Le Brexit sera “hard” pour les entreprises européennes implantées outre-Manche

Quelle que soit l’issue des négociations entre Londres et Bruxelles et celle des votes du Parlement britannique, le Brexit sera sans nul doute « hard » pour les entreprises européennes implantées outre-Manche. C’est ce que vient d’apprendre, à ses dépens, l’Agence européenne du médicament (AEM).

Fondée en 1995 à l’initiative du Parlement européen, l’AEM est chargée de l’évaluation scientifique, du contrôle et du suivi de la sécurité des médicaments dans l’Union européenne (UE). Elle fait partie des deux agences de l’Union qui ont leur siège à Londres, la seconde étant l’Autorité bancaire européenne (ABE), qui assure la réglementation et la surveillance prudentielle du secteur bancaire européen. Après l’annonce du Brexit, les ministres de l’UE à 27 ont voté le transfert de l’AEM à Amsterdam et de l’ABE à Paris.

L’AEM a donc loué pour ses 900 collaborateurs de nouveaux locaux à Amsterdam (pour un loyer annuel d’environ 13,5 millions d’euros) et a commencé à déménager, en informant son bailleur anglais de son intention de mettre un terme anticipé à son bail. Le bail londonien (avec un loyer annuel de 13 millions de livres sterling) avait été conclu en 2011 pour une période allant de 2014 à 2039.

Pas de « cas de force majeure »

Devant le refus du bailleur anglais, l’affaire a été portée devant la Haute Cour de justice britannique, qui a envoyé un message fort aux Européens implantés au Royaume Uni : vous ne nous quitterez pas comme cela, car le Brexit n’est pas un motif pour remettre en cause les engagements juridiques que vous avez souscrits.

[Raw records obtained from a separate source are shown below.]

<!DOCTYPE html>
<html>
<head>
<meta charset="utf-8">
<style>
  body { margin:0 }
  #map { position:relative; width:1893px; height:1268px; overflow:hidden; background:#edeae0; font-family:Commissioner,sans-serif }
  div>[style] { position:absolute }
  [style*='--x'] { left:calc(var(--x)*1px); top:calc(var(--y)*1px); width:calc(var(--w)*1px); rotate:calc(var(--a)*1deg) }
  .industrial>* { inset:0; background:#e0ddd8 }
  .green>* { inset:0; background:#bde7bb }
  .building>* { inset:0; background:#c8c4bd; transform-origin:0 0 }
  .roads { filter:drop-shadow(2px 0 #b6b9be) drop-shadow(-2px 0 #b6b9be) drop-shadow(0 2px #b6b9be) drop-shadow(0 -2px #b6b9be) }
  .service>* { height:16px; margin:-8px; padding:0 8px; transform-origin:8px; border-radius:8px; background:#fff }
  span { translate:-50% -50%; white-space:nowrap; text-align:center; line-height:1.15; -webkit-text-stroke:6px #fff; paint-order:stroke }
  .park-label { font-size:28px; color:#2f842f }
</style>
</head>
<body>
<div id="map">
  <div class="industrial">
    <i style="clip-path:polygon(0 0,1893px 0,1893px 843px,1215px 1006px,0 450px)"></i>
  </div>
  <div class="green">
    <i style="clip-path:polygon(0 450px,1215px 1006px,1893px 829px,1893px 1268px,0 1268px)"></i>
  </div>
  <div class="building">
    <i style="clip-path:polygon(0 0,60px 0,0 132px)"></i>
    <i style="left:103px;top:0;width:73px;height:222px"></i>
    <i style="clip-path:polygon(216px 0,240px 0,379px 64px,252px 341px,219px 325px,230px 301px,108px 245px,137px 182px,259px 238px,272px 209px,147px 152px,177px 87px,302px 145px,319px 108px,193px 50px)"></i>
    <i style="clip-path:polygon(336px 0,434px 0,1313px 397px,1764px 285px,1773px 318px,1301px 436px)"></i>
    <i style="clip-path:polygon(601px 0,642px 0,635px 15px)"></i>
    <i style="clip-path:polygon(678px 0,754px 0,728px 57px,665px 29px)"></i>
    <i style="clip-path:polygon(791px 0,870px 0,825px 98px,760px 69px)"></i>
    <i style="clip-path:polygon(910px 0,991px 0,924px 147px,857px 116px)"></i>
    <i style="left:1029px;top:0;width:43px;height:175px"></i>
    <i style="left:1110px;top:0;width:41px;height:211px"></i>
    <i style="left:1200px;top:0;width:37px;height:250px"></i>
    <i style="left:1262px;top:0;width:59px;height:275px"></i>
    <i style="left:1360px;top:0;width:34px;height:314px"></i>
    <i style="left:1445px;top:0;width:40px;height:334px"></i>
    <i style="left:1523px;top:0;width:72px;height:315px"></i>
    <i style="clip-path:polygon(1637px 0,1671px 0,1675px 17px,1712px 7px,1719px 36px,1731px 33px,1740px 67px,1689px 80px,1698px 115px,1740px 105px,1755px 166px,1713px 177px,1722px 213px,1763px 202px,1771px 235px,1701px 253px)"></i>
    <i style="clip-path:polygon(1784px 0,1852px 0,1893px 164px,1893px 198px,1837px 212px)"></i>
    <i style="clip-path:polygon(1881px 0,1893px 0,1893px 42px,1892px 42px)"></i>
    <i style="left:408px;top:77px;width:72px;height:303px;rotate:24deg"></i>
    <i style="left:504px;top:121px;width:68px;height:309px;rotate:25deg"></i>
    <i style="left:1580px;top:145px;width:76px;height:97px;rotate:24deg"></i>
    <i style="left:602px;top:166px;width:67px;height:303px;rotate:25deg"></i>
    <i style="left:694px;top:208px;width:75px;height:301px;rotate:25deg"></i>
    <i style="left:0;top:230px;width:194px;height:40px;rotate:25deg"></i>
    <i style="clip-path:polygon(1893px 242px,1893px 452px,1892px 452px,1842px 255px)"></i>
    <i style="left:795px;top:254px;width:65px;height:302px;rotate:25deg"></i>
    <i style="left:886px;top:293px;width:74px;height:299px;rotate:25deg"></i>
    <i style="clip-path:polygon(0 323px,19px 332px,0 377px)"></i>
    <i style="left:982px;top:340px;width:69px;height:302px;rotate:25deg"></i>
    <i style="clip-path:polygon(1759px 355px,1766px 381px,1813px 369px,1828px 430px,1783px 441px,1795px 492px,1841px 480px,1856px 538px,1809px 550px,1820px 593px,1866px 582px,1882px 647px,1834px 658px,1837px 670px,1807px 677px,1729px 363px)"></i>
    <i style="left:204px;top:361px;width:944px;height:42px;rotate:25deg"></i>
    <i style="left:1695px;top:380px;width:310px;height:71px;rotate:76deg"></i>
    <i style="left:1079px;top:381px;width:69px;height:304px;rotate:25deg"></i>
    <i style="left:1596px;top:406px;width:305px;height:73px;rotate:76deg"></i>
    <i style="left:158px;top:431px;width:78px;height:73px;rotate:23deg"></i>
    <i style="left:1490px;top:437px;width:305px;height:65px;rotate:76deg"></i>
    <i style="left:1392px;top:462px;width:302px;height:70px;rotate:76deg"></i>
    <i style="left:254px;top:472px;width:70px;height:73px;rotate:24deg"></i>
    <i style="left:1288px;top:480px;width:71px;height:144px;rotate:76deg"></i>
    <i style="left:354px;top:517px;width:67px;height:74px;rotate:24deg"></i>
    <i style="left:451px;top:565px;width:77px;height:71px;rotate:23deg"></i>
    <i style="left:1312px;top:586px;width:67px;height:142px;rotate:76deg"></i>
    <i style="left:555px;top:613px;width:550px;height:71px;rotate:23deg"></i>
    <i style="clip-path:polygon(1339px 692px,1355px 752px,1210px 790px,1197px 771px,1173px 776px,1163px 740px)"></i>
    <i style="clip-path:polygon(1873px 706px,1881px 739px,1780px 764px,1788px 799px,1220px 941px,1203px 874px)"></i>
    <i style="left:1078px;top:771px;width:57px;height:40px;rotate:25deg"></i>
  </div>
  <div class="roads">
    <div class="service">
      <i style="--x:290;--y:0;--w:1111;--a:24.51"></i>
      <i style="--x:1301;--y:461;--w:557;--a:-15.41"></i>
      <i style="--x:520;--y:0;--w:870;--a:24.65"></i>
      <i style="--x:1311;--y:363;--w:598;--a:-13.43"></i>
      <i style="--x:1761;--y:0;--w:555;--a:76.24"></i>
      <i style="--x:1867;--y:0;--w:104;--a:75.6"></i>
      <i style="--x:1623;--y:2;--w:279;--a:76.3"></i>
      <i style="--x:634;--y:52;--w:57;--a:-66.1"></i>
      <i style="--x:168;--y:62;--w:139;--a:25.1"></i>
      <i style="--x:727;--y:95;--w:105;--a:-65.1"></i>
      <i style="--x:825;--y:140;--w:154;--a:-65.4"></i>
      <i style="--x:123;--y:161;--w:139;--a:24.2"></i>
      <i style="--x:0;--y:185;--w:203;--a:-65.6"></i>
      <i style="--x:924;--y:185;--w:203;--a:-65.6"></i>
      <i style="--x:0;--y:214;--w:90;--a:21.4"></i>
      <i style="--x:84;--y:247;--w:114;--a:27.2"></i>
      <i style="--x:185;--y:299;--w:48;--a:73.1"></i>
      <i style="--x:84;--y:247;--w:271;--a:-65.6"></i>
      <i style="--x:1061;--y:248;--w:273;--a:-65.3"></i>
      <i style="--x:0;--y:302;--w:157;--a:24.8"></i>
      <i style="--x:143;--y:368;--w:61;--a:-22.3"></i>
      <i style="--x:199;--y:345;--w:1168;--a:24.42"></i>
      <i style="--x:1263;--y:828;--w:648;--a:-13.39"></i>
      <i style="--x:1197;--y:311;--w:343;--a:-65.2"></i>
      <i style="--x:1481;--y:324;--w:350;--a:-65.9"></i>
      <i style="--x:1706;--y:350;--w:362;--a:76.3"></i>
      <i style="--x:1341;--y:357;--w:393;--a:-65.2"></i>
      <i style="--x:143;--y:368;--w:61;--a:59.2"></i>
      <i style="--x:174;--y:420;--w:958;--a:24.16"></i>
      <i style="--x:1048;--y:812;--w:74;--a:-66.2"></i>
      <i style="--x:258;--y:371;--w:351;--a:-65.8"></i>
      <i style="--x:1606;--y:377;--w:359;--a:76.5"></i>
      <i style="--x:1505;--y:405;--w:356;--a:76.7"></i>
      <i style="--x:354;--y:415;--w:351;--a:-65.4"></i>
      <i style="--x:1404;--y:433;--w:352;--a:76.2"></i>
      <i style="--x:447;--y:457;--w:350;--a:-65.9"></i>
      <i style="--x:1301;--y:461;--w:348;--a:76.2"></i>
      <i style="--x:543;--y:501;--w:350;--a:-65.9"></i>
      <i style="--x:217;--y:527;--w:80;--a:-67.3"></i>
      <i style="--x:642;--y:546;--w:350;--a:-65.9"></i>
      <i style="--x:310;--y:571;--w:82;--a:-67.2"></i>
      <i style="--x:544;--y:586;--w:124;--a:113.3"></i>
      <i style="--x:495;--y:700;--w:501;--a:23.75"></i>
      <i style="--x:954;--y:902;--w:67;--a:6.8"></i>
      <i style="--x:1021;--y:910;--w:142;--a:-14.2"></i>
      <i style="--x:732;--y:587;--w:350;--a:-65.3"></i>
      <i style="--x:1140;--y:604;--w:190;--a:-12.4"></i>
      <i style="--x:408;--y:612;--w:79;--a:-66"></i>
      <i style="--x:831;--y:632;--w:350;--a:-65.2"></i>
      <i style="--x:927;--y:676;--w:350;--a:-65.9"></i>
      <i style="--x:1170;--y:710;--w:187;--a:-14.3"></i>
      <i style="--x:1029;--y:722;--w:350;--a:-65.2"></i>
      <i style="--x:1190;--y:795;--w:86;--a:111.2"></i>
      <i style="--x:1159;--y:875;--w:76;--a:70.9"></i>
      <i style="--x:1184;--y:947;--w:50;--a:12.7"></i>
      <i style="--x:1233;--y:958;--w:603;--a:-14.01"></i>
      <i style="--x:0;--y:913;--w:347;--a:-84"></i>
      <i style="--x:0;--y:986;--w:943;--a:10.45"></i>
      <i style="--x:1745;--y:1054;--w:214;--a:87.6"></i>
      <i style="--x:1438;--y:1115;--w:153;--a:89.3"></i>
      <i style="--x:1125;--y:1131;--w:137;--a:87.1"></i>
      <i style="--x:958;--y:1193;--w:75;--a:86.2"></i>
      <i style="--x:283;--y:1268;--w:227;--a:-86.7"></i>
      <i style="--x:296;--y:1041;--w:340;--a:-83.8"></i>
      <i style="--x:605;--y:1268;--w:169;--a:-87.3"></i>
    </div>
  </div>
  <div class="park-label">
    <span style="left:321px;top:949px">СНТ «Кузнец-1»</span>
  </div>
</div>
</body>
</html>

L’AEM prétendait, en effet, que le Brexit constituait une « frustration », qui est le terme juridique anglais assimilable à ce que nous appelons « cas de force majeure ». Un événement « frustrant » peut justifier la résiliation d’une obligation sans indemnité s’il présente plusieurs caractéristiques : il doit intervenir postérieurement à la conclusion du contrat, affecter fondamentalement les causes du contrat, être imprévisible et extérieur aux parties ; enfin, il doit rendre l’exécution du contrat impossible.

Dans sa décision de 95 pages, le juge anglais a considéré que le Brexit ne constituait une « frustration » car ce n’est pas un événement inattendu de nature à modifier fondamentalement les conditions d’exécution du contrat. L’AEM reste obligée d’honorer ses engagements prévus par le bail, et donc de payer les 575 millions d’euros de loyer courant jusqu’en 2039.

Aucune indulgence

Le juge a notamment considéré que l’UE avait la capacité de maintenir le siège de ses agences dans un pays tiers, même si l’Union avait de nombreuses et bonnes raisons de ne pas le faire. De plus, il a jugé que le bail de l’AEM ne contenait pas de clause de résiliation anticipée et qu’il y existait une clause de cession ou de sous-location. L’AEM était donc à même de trouver des solutions sans laisser le bailleur anglais démuni.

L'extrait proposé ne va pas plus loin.